Marek Bujło (born October 10, 1993) is a Polish professional mixed martial artist. He competed in the Heavyweight division of the Ultimate Fighting Championship.

==Amateur career==
Bujło competed in many competitions in Brazilian jiu-jitsu and would always rank high. The first of these tournaments came in 2019 in the Polish Cup. He placed 1st in the Absoluto weight class. He would also win a silver medal during the same tournament in the 99 kg category.

The following year, he competed in the IBJJF Championship in the Munich International Open. He placed third in the Super-Heavy category.

A year later, he competed in two competitions. The first of which, took place in Warsaw where he obtained a bronze medal in the +99kg category. Later that year, he competed in Konin where he placed 1st in the +100.5kg category.

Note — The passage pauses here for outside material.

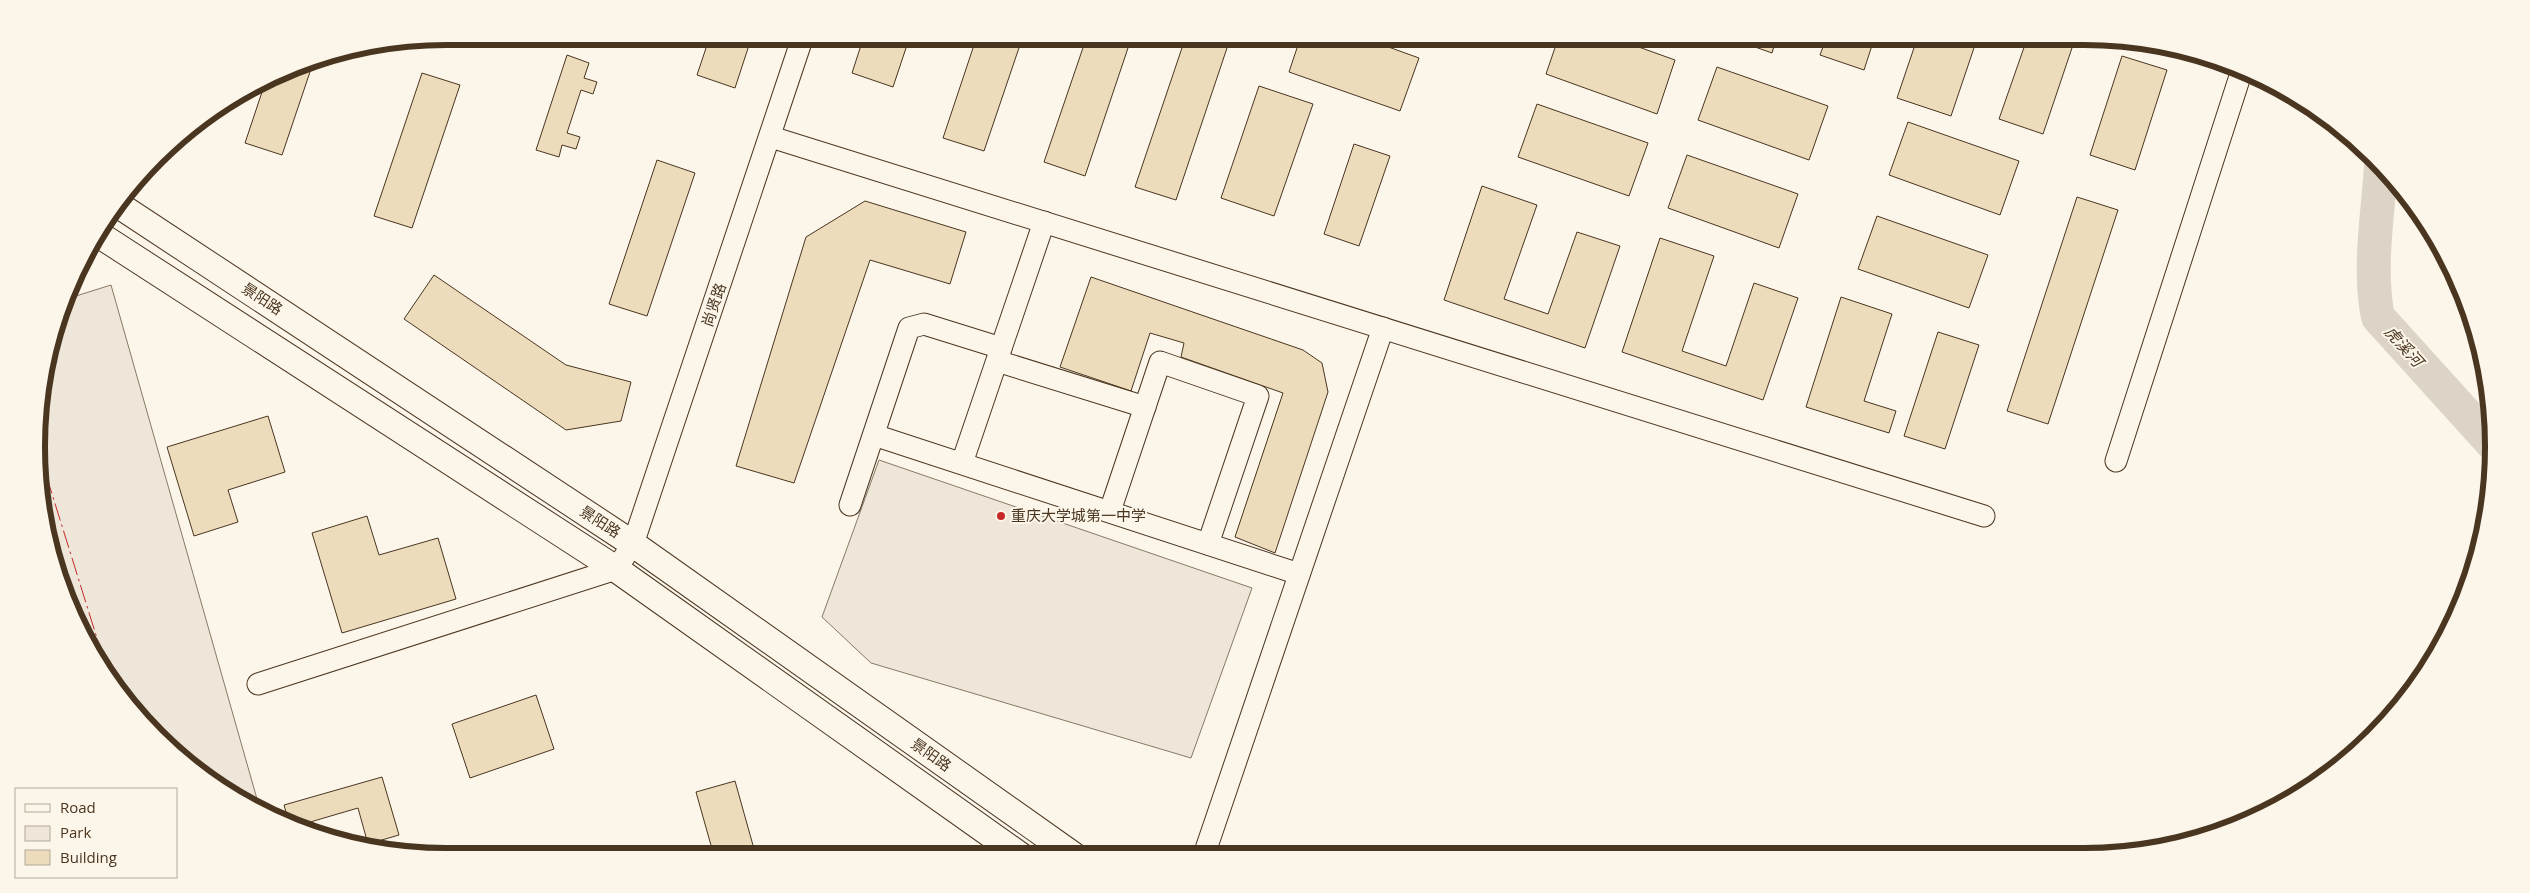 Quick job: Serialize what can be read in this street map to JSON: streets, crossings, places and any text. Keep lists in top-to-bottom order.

In 2022, he competed in three tournaments and four competitions. The first one being in Poznań where he yet again placed first in the +97.5kg category. The next one would be in Madrid during the Madrid International Open where he placed second in the Open Class and Ultra-Heavy categories. The last one took place in Gniezno where he once again won the gold medal in the +100.5kg category.

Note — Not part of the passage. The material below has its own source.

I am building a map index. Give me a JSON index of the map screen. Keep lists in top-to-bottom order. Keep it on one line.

2023 was the last year he competed in tournaments. His last tournament took place in Warsaw where he once again won a gold medal in the +100.5kg category.

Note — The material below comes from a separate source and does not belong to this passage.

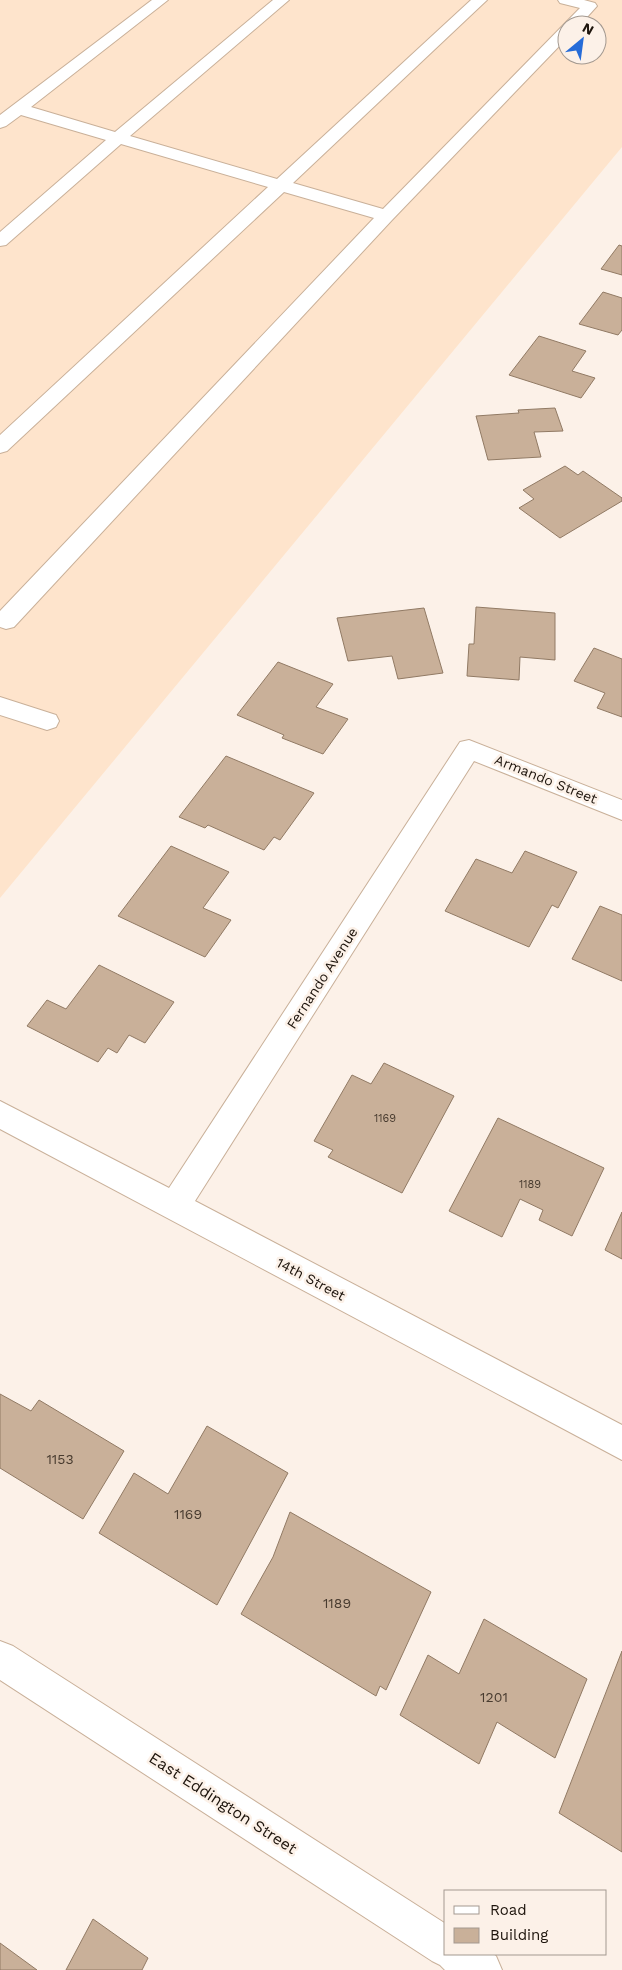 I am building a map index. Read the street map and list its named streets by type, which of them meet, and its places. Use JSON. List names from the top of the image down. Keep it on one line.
{"streets":{"street":["Armando Street","Fernando Avenue","14th Street","East Eddington Street"]},"crossings":[["Armando Street","Fernando Avenue"],["Fernando Avenue","14th Street"]],"house_numbers":["1169","1189","1153","1169","1189","1201"],"legend":["Road","Building"],"north":"top right"}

In 2025, he made his return to tournaments, competing in the 2025 Polish Championships in No Gi Jiu-jitsu. He placed second in the +97.5kg category for black belts.

==Mixed martial arts career==
===Early career===
Bujło made his professional debut on November 13, 2021 for the promotion Strife MMA. He faced Grzegorz Joński whom he beat via Submission in the first round.

After a 3 year hiatus, Bujło returned to the cage on April 5, 2024 where he faced off against Igor Kurkowski whom he beat via Submission in the first round.

7 months later on November 9, he fought again where he faced off against Błażej Nagórski. Bujło won the fight via Submission within the first minute of the first round raising his record to 3–0.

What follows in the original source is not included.